Among the records below, find each line bearing the word "reading" and copy it.

The records below:

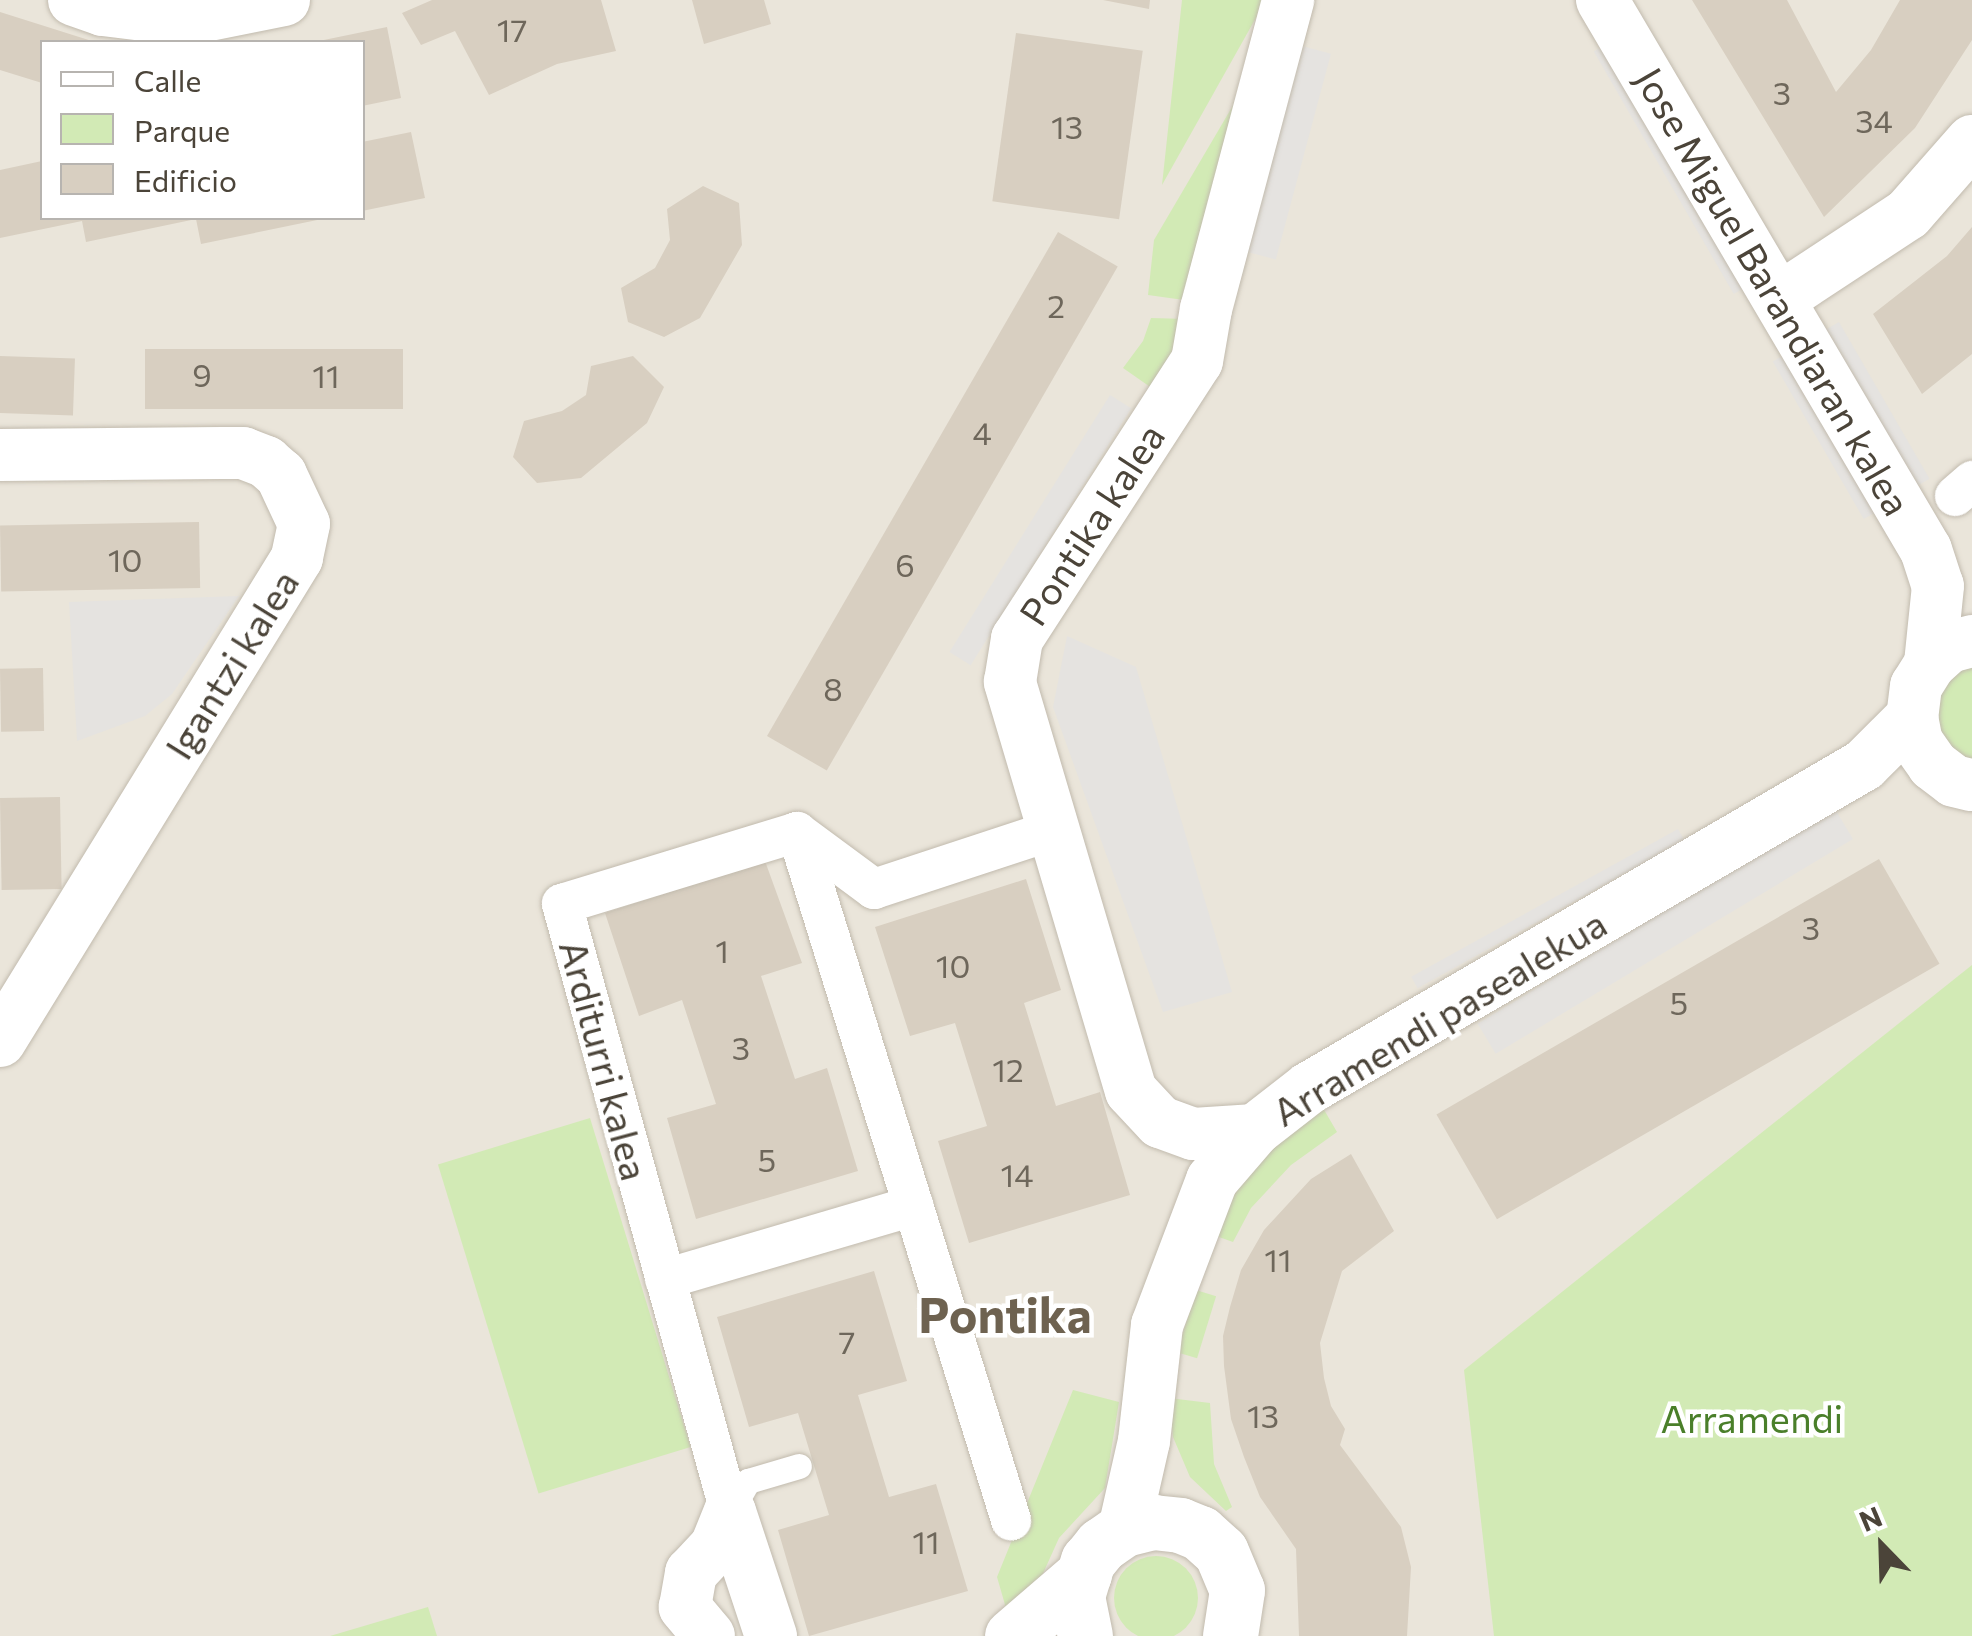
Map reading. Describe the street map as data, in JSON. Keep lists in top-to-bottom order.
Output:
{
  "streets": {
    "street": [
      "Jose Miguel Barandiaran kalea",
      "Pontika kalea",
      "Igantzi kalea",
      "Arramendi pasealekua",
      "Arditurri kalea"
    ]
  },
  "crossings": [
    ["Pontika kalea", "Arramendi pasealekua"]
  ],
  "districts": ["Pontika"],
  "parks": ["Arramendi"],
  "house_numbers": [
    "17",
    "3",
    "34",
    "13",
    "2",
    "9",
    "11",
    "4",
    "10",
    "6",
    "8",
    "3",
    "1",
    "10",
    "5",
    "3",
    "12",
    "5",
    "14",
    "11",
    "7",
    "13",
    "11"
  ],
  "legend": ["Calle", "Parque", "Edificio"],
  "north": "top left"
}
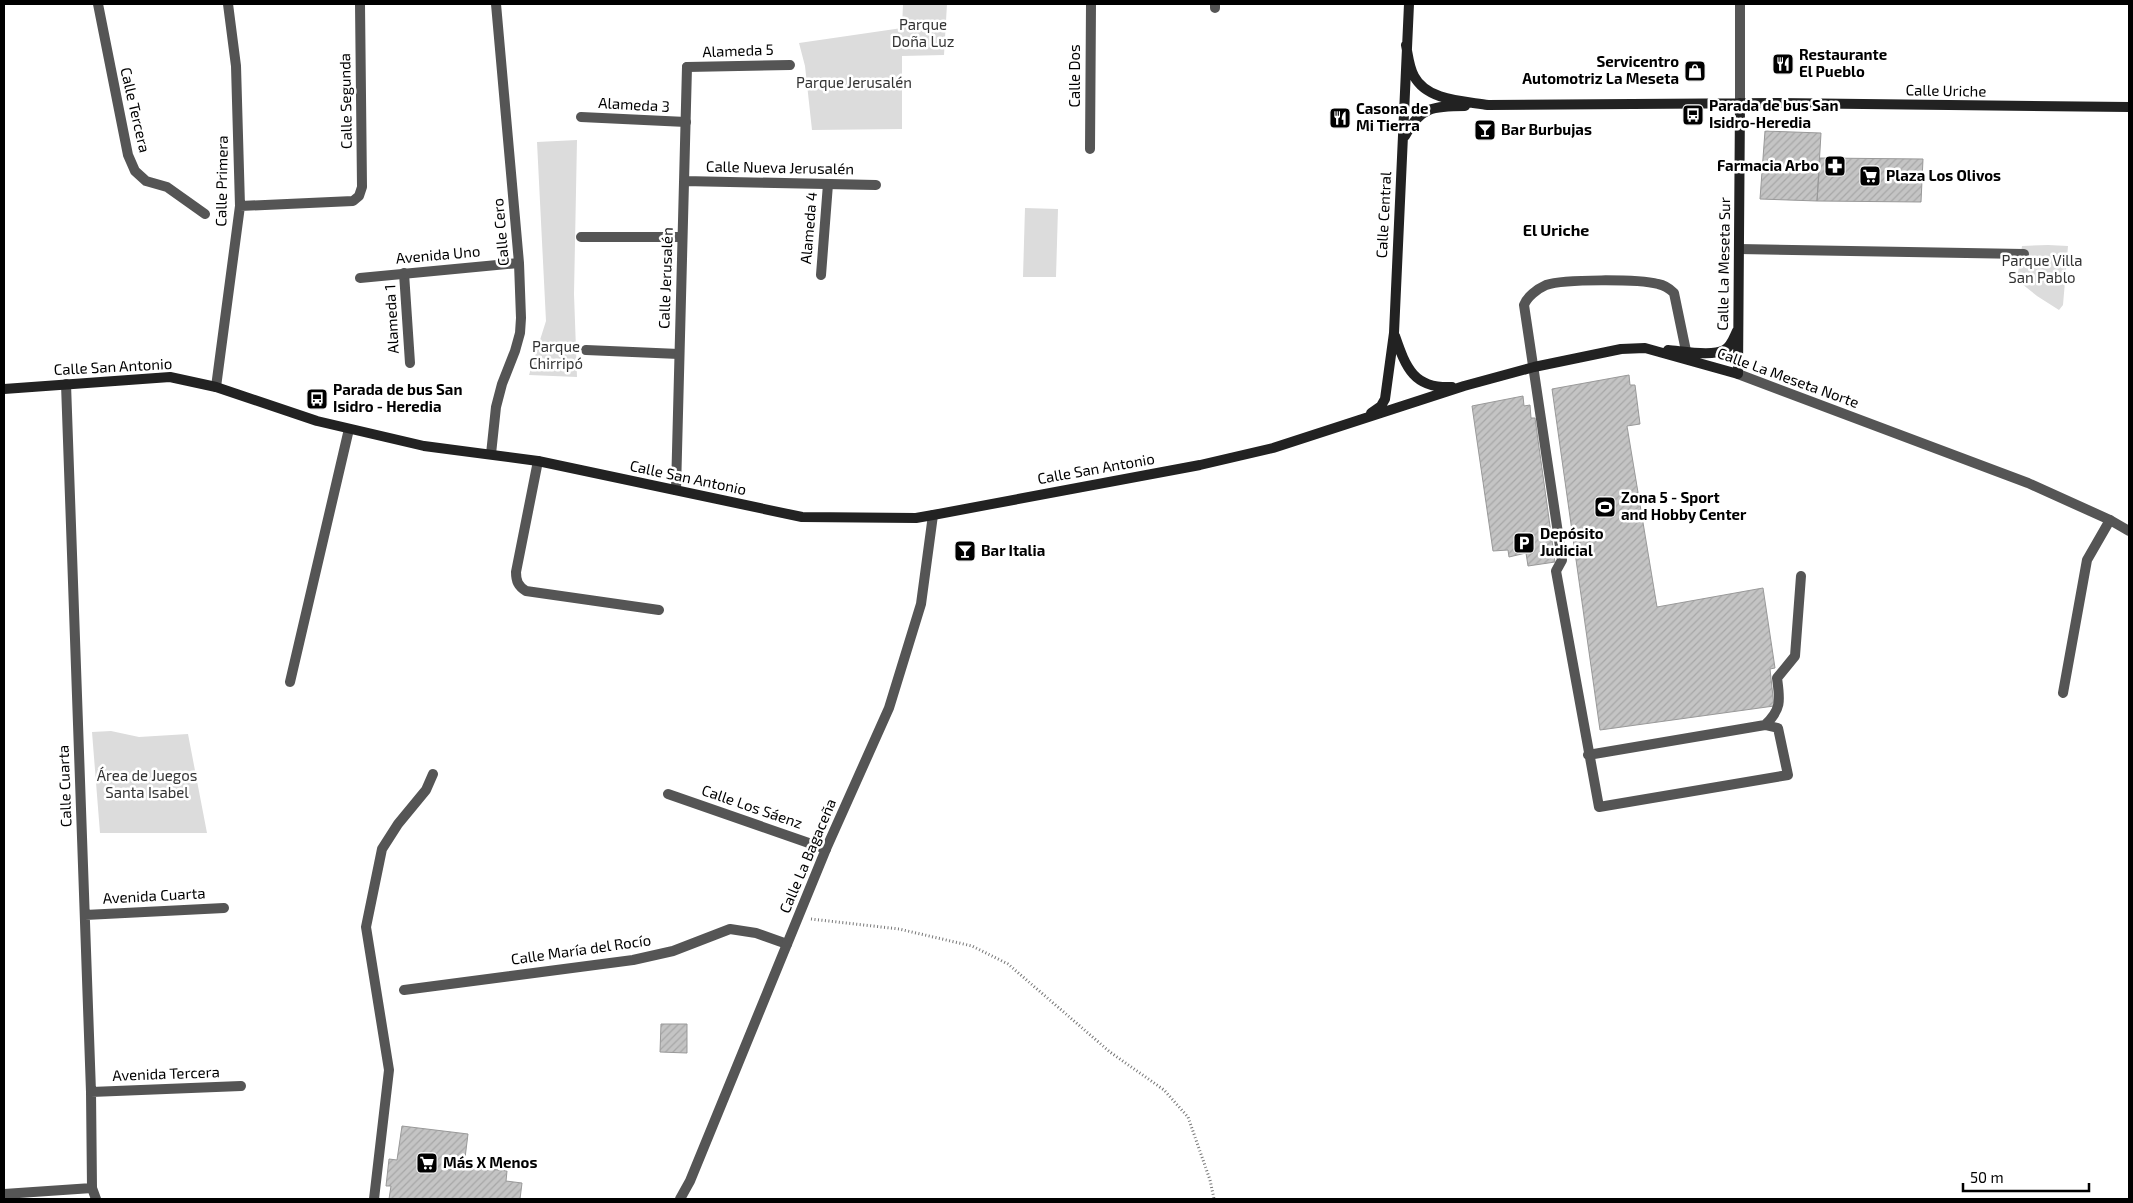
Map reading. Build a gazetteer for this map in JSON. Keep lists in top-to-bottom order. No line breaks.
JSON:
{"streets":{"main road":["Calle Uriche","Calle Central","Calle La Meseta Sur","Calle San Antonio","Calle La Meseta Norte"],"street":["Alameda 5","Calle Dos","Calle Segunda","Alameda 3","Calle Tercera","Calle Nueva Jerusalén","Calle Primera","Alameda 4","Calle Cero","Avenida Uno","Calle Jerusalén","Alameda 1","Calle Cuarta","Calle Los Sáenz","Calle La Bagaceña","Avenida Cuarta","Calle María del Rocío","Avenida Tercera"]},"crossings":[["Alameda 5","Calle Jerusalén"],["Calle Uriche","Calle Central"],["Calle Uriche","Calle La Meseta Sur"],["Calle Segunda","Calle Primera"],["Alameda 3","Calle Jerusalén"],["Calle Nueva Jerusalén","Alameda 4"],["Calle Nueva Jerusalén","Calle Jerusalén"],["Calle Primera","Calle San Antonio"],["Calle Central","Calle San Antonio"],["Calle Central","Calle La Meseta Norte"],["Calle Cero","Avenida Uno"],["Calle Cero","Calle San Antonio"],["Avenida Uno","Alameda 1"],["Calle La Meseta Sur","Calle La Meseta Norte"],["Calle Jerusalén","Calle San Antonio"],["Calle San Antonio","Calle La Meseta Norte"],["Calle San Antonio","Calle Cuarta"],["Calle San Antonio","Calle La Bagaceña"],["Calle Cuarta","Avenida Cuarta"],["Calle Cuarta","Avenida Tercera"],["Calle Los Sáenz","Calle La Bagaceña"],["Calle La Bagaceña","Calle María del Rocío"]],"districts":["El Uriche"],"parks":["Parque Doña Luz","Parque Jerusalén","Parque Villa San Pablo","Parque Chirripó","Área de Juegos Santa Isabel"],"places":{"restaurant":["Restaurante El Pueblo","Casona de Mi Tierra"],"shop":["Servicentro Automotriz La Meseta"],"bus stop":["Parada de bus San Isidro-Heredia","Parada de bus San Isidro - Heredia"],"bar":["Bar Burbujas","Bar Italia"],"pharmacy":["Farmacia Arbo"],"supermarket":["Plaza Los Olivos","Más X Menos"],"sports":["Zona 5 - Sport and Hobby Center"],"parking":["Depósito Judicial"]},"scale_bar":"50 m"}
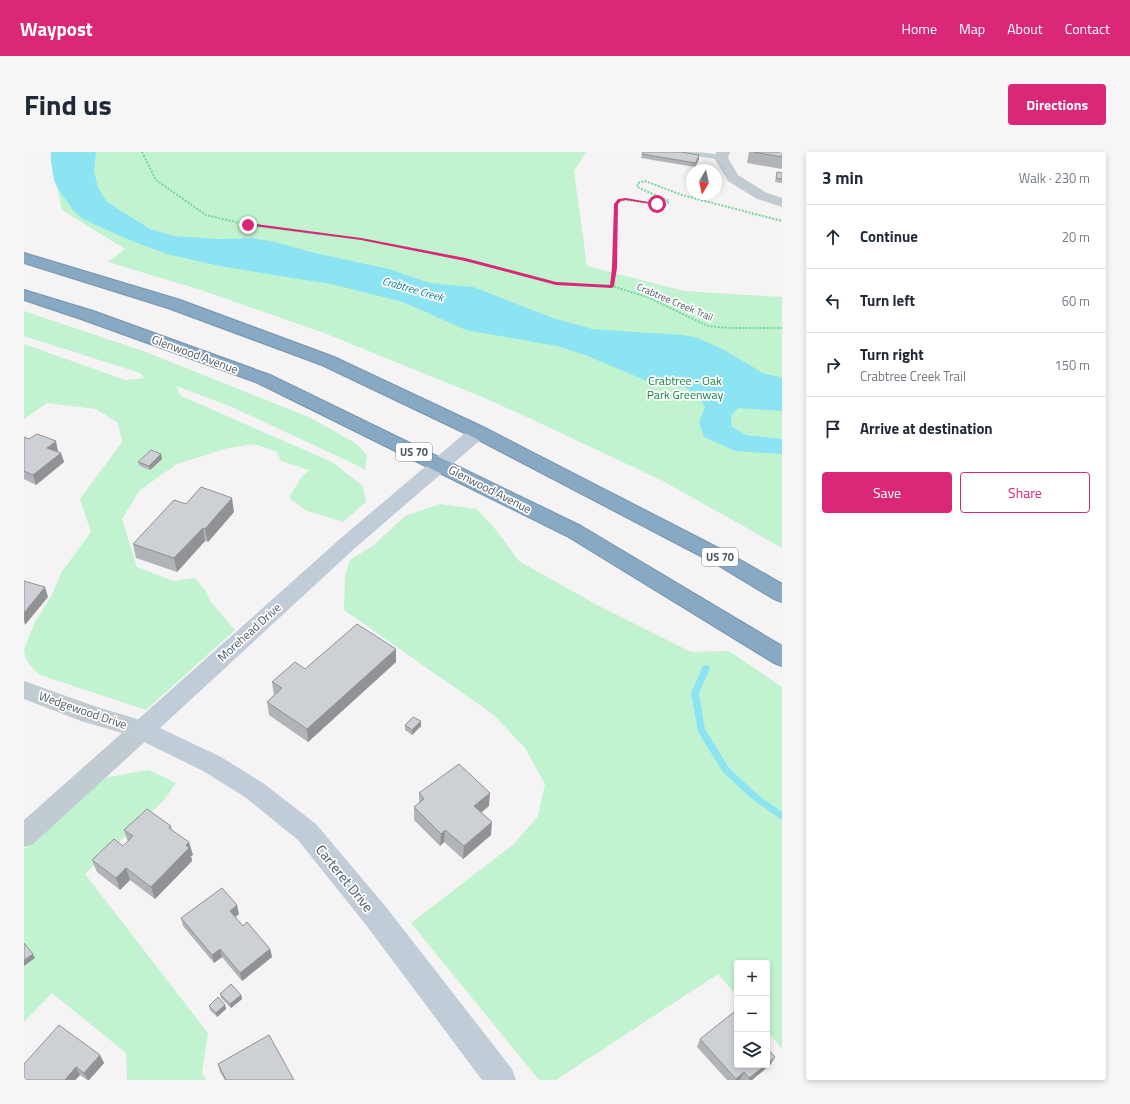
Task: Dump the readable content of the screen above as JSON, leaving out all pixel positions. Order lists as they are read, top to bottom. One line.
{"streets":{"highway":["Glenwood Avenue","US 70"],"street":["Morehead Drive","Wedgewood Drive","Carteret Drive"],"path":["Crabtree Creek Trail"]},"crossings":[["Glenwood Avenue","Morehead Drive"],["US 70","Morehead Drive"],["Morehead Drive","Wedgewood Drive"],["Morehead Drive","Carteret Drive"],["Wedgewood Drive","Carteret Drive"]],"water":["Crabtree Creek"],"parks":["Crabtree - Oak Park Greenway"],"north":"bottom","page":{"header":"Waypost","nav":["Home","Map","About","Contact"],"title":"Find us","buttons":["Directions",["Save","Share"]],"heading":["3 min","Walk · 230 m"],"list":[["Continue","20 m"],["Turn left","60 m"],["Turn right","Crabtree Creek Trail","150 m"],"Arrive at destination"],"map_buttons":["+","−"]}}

End of The records.

### Answer space
Map reading. Describe the street map as data, in JSON. Keep lists in top-to-bottom order.
Map reading. Build a gazetteer for this map in JSON. Keep lists in top-to-bottom order. No line breaks.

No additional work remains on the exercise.